Sequencing Strains for Superior Treatment
My biggest accomplishment at GSAS has been the characterization of a family of Mtb strains from Southeast Asia that have mutated to adapt to their biogeographic context, which incidentally rendered them more susceptible to newly developed TB drugs. My colleagues and I in Professor Fortune’s lab collaborated with a research group in Vietnam, which is a country with a high burden of TB. They collected Mtb samples from TB patients in Ho Chi Minh City, and we sequenced the bacterial genomes to analyze their mutations and assess their fitness in the face of different challenges that simulate infection—including antibiotics.

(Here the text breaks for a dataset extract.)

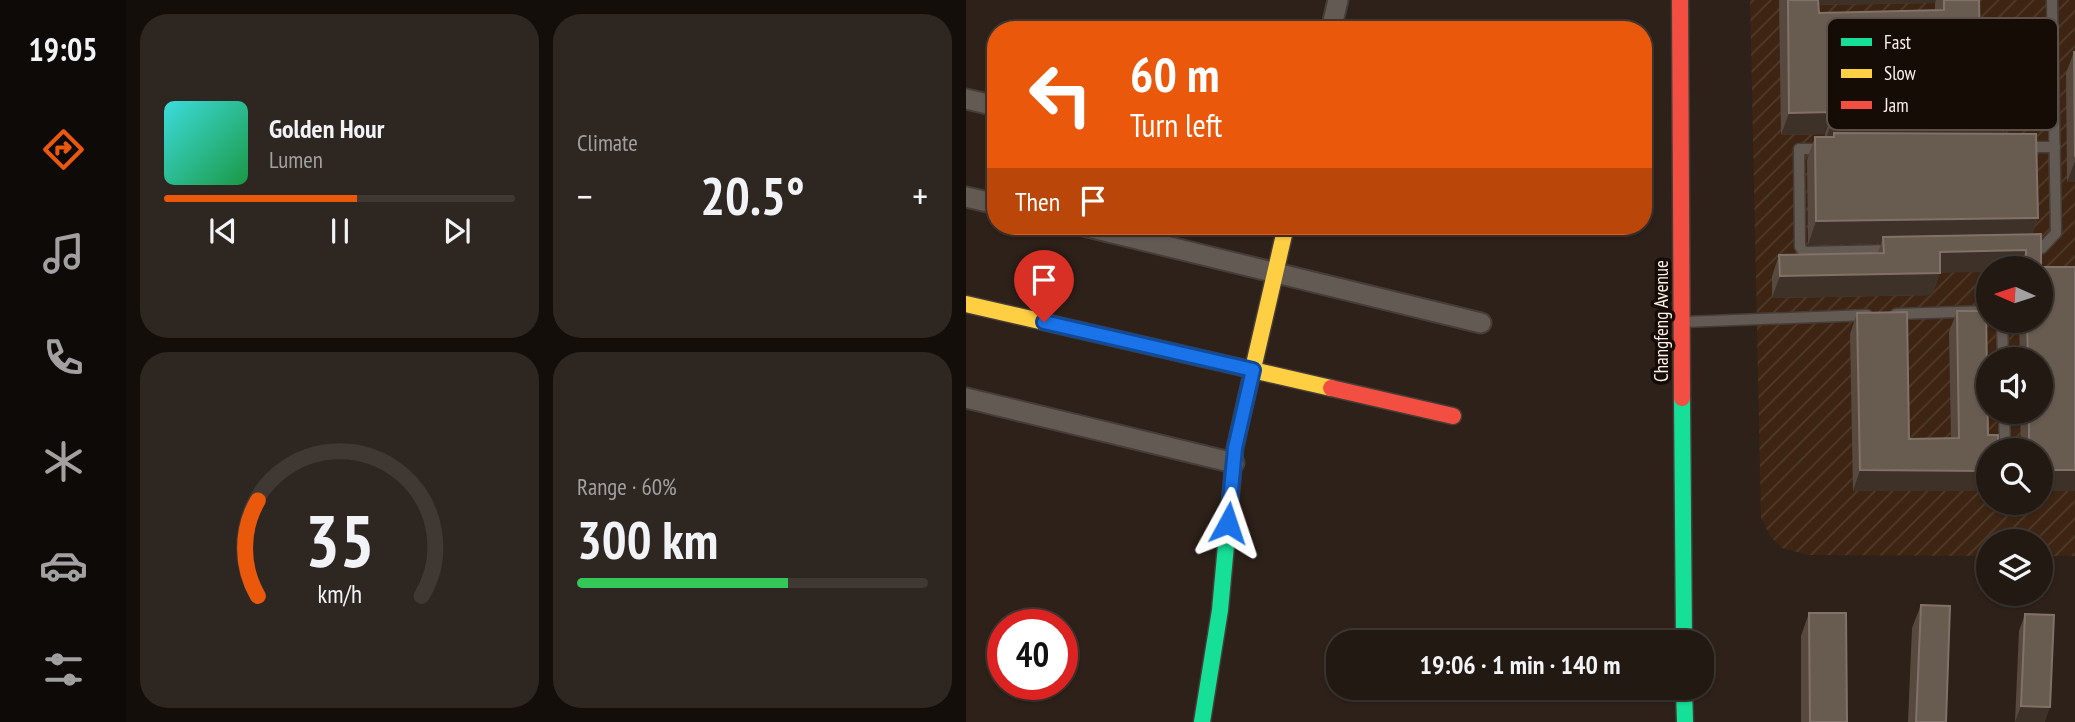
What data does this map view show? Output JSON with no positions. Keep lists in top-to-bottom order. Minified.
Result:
{"streets":{"street":["Changfeng Avenue"]},"legend":["Fast","Slow","Jam"],"north":"left","page":{"tabs":"19:05","tile":["Climate",["Range · 60%","300 km"]],"turn":["60 m","Turn left"],"song":["Golden Hour","Lumen"],"heat":["−","20.5°","+"],"then":"Then","limit":"40","trip":"19:06 · 1 min · 140 m","gauge":["35","km/h"]}}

We discovered a subgroup of these strains acquired a set of mutations approximately 100 years ago that is linked to increased susceptibility to TB antibiotics that were developed within the last decade. Patients infected with these strains may benefit more from these newer antibiotics compared to antibiotics that are part of the standard drug regimen. We see that this subgroup of strains is also associated with cavities in the lungs, the treatment failure in response to traditional antibiotics, and potentially even increased transmission in Vietnam.

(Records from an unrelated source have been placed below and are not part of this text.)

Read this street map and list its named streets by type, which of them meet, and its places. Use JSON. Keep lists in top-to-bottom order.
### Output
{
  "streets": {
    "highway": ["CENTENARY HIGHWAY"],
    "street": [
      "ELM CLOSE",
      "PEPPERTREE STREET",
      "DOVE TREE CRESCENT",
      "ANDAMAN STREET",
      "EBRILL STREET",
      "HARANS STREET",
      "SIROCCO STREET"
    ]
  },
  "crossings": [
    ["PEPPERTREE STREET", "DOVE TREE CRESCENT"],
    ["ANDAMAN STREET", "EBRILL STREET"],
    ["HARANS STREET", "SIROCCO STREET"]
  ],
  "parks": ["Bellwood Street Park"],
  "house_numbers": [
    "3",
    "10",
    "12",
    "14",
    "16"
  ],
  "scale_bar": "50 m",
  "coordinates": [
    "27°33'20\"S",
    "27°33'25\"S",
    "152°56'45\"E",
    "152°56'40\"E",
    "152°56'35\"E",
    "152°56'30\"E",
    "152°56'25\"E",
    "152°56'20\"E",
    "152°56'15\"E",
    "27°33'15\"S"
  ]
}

Studying these mutations can enable the design of better diagnostics and better drug combinations to detect and treat infections based on ancient mutations in Mtb. Currently we employ a one-size-fits-all approach to TB therapy, but Mtb can be genetically distinct in different regions of the world, so we should tailor diagnostics and antibiotics accordingly.
Amazing Scientists, Even Better People
My graduation from GSAS last May wouldn’t have been possible without the support and guidance I received from my mentor and principal investigator, Sarah Fortune. I appreciate how she entrusted me with compelling projects while also encouraging me to explore my personal scientific interests and creativity. The postdoctoral fellows in my lab, Xin Wang and Qingyun Liu, were also instrumental in my training and development. It was a wonderful experience working with such amazing scientists who happen to be even better people.
Now I will embark on a postdoctoral fellowship at Boston Children’s Hospital studying streptococcus bacteria—another important human pathogen. Eventually, I will pursue further training in clinical microbiology and one day a professorship so I can continue studying infectious diseases and creating knowledge that will ultimately help those who need it the most.